Very recently, in August 2024, the Manhattan District Attorney announced the creation of a Cyber Crime Bureau (the “Bureau”), which “utilizes complex investigative techniques and focuses on technically sophisticated and other ‘cutting edge’ crimes which involve recent technological innovation and trends”. District Attorney Bragg highlighted the Bureau’s investigation and recent indictment of a defendant for allegedly operating a sham cryptocurrency asset recovery business, Coin Dispute Network.

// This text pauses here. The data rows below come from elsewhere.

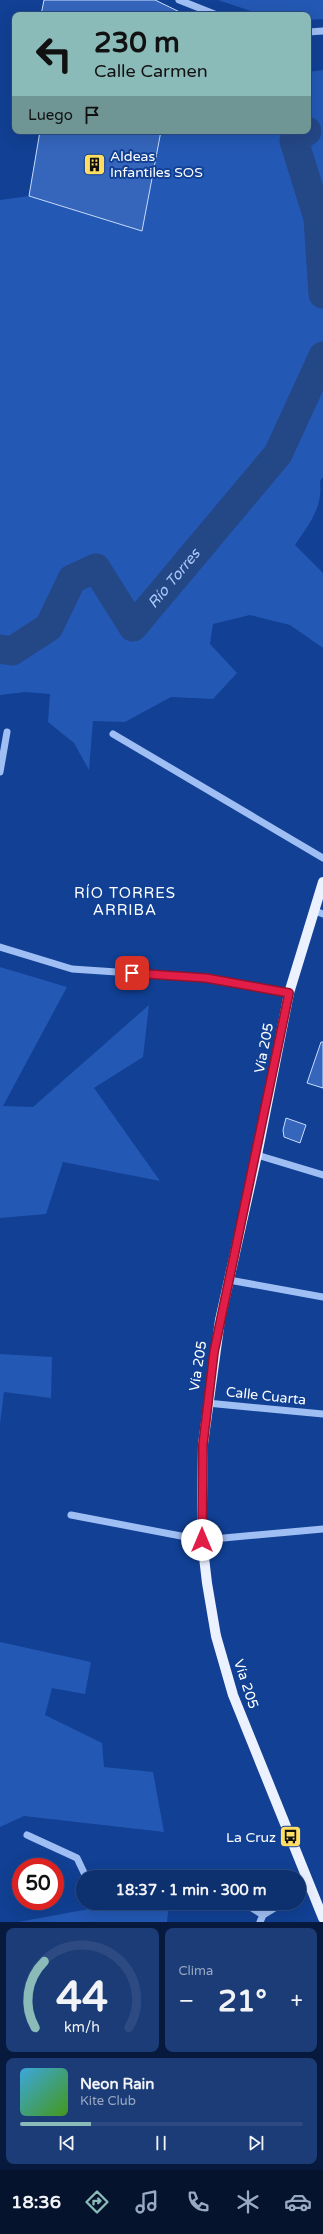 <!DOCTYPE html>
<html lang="es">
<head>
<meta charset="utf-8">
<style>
	:root { --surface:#0d306f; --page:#1b3c77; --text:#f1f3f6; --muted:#9aa9c3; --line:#2d4b82; --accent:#8bbbb9 }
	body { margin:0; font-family:"Varela Round",sans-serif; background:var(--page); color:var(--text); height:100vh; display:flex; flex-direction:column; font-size:15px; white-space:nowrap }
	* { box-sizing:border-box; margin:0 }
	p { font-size:13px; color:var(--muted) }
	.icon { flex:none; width:22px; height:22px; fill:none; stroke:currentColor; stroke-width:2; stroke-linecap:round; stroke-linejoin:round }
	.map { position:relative; height:1922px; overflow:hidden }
	.sheet { display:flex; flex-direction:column; gap:6px; padding:6px; background:#071a3d; flex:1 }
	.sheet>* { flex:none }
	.hud { position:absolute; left:12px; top:12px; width:299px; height:122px; border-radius:8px; box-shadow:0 4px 16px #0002,0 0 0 1px var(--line); background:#8bbbb9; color:#111; overflow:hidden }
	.speed { position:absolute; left:12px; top:1858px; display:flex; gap:8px; font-size:20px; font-weight:700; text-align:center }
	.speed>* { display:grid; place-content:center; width:52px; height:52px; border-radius:50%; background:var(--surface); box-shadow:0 4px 16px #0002,0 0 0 1px var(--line); line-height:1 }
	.speed .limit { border:6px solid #d22; background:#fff; color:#111 }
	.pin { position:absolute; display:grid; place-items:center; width:34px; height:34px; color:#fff; margin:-17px; border-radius:8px; box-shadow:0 2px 6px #0006 }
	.me { position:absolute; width:44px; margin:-22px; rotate:0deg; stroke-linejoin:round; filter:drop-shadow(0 0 3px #0008) }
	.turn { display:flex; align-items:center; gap:14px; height:84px; padding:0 16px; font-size:18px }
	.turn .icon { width:52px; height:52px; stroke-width:2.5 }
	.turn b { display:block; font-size:28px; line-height:34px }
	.then { display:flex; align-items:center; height:38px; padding:0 16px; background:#0003; gap:8px; font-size:15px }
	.big { font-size:30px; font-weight:700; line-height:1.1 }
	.sheet .tile { flex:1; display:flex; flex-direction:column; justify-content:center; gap:6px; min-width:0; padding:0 14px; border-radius:8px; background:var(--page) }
	.sheet .dial { align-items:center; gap:0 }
	.dial svg { height:104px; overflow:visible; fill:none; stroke:var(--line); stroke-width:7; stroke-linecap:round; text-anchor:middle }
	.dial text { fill:var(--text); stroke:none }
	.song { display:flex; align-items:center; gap:12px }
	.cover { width:48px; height:48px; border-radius:6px; background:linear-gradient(135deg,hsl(200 70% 55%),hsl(100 70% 35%)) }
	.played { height:4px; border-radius:2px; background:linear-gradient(90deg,var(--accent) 25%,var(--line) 25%) }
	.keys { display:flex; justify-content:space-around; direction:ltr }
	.heat { display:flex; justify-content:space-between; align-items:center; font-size:22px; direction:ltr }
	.sheet .tiles { flex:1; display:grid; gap:6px; grid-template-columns:1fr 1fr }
	.tile:last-child { grid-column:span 2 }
	.trip { position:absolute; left:76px; top:1870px; width:230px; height:40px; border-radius:20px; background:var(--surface); box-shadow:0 4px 16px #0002,0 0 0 1px var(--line); font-weight:700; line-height:40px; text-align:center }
	.tabs { display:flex; height:64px; justify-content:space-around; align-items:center; background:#05132c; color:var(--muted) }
	.tabs .icon { width:28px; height:28px }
	.tabs .on { color:var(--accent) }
	.tabs b { font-size:18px; color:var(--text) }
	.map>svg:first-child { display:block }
	.green { fill:#2358b4 }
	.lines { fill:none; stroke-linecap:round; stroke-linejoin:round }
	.river { stroke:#244786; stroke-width:29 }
	.building { fill:#3566bc; stroke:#c7dbfd }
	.minor { stroke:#9fbef3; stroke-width:7 }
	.major { stroke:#ebf1ff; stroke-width:10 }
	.route-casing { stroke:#92132f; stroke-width:10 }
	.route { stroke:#e11d48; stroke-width:7 }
	.labels { text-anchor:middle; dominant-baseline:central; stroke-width:4; stroke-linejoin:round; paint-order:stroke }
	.poi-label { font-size:14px; fill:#fff; stroke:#114094; text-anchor:start }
	.street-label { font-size:14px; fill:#fff; stroke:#114094 }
	.water-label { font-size:15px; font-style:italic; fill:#abc9fa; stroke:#114094 }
	.neighbourhood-label { font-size:15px; letter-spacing:1px; fill:#fff; stroke:#114094 }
</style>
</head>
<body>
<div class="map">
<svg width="323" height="1922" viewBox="0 0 323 1922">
	<rect width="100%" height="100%" fill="#114094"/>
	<g class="green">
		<path d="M218,0H323V19L308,20V15H263Z"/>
		<path d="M323,70V477L320,481C323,508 309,524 295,545L323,573V648L290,625L250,615L213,624L210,644L237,673L213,699L171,697L125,722L93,721L89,770L74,743L48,722L50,694L25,692L0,695V200L29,196L142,231L161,131H308V72Z"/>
		<path d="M0,967L67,987L3,1106L33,1107L149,1005L143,1057L94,1088L160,1181L63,1162L46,1214L0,1218Z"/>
		<path d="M0,1354L52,1357L51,1398L4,1392L0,1424Z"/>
		<path d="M0,1642L91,1662L85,1694L52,1688L45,1715L102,1743L104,1767L153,1772L164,1832L24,1816L0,1827Z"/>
		<path d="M122,1903H169L167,1922H18Z"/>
	</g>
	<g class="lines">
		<g class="river">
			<path d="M307,131L294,141L318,218L323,294"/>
			<path id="s1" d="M0,649L12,651L49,627L72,579L96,568L133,627L278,454L323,356"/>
		</g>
	</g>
	<g class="building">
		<path d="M44,0H155L186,15H41Z"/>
		<path d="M40,131H161L142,231L29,196Z"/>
		<path d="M321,1042H323V1088L307,1083Z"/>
		<path d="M286,1118L306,1125L300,1143L284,1137L283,1130Z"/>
	</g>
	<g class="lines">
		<g class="minor">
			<path d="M179,0L217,15"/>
			<path d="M308,32L323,31"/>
			<path d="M113,734L323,858"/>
			<path d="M0,772L7,732"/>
			<path d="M315,911L323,914"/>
			<path d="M0,947L72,969L206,978L289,993"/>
			<path d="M257,1155L323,1175"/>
			<path d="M229,1280L323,1297"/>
			<path d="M207,1403L323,1414"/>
			<path d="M71,1515L202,1540L323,1529"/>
			<path d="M27,1835L77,1858L86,1877"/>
			<path d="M299,1893L310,1885"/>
			<path d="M244,1903L263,1915"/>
			<path d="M260,1922L263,1915L283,1903"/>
		</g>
		<path class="major" d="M323,882L289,993L257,1155L220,1320L203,1444L202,1504V1540L207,1583L216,1636L233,1695L323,1918"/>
	</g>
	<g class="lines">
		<defs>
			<path id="route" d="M132,973L206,978L289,993L214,1352L203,1444L202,1540"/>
		</defs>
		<use href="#route" class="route-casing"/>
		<use href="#route" class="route"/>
	</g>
	<defs>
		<symbol id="building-square" viewBox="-11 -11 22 22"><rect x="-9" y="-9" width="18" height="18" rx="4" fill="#ffde61" stroke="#114094"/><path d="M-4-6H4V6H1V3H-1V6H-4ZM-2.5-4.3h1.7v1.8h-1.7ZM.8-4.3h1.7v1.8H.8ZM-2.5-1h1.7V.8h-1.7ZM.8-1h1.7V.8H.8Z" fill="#111"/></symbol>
		<symbol id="bus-square" viewBox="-11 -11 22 22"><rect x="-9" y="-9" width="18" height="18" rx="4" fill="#ffde61" stroke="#114094"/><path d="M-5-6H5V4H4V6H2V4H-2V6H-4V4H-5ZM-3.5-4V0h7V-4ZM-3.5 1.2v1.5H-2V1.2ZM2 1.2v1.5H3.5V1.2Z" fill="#111"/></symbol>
	</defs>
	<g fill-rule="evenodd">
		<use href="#building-square" x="82" y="152" width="25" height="25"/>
		<use href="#bus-square" x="278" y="1824" width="25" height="25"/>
	</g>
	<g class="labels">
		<g class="poi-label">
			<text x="110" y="156">Aldeas<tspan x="110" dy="16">Infantiles SOS</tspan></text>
			<text x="276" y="1837" text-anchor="end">La Cruz</text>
		</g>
		<g class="street-label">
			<text transform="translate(264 1048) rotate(-79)">Vía 205</text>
			<text transform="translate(198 1366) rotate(-81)">Vía 205</text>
			<text transform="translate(266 1396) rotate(6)">Calle Cuarta</text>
			<text transform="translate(246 1684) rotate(72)">Vía 205</text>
		</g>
		<g class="water-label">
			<text stroke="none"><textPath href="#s1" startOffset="269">Río Torres</textPath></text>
		</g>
		<g class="neighbourhood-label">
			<text x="125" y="893">RÍO TORRES<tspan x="125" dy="17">ARRIBA</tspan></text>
		</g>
	</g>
</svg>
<div class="speed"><div class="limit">50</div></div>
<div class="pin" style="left:132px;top:973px;background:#d93025"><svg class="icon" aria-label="arrive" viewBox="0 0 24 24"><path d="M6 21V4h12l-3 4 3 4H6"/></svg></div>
<svg class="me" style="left:202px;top:1540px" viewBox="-20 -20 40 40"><circle r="19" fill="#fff"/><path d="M0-13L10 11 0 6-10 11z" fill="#e11d48"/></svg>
<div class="trip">18:37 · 1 min · 300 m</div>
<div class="hud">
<div class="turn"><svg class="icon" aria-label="left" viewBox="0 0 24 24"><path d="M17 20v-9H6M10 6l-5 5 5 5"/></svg><div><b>230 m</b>Calle Carmen</div></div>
<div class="then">Luego<svg class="icon" aria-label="arrive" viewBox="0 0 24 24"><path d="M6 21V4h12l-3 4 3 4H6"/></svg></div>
</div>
</div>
<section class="sheet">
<div class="tiles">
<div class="tile dial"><svg viewBox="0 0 100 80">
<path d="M14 69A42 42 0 1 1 86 69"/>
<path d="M14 69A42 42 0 0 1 21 18" stroke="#8bbbb9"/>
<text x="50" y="56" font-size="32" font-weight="700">44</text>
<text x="50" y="72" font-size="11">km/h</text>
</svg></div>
<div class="tile"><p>Clima</p>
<div class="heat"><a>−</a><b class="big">21°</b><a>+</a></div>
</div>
<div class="tile">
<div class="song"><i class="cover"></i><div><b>Neon Rain</b><p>Kite Club</p></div></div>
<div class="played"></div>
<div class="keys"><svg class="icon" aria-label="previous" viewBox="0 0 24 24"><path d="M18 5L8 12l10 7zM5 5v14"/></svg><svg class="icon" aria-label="pause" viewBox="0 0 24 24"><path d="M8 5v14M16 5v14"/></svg><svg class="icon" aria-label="next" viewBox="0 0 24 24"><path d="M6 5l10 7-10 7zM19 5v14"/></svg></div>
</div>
</div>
</section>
<nav class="tabs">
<b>18:36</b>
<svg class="icon on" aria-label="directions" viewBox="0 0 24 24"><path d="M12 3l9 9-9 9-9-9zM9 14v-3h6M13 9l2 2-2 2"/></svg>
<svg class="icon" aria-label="music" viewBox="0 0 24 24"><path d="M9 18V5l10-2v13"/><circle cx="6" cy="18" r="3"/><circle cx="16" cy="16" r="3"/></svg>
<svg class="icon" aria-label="phone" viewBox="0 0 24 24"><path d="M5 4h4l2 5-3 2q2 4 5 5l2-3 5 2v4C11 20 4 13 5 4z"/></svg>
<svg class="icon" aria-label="climate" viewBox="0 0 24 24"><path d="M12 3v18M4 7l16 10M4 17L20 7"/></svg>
<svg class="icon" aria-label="car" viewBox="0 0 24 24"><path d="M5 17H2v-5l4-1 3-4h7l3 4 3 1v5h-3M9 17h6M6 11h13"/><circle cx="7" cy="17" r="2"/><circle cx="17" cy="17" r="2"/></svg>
</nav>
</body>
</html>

The firm expects all of the trends highlighted above to continue into 2025. Moreover, increasing overlap between them is expected. The rapid growth of crypto is a worldwide phenomenon that, like the technologies that came before it, links together markets, nations and people. As prosecutors in New York pour resources into regulating this space, they will inevitably spawn investigations and bring cases that span the globe. And as foreign governments, companies, and individuals seek to use cryptocurrencies to conceal or facilitate wrongdoing in the United States, they will of course attract the attention of New York law enforcement, which remains the chief policeman of the financial markets. The year ahead will also likely yield evidence of whether the new voluntary-disclosure programmes announced by the SDNY and EDNY are achieving their desired effect, or whether further evolution of the programmes is necessary to adequately incentivise would-be whistle-blowers.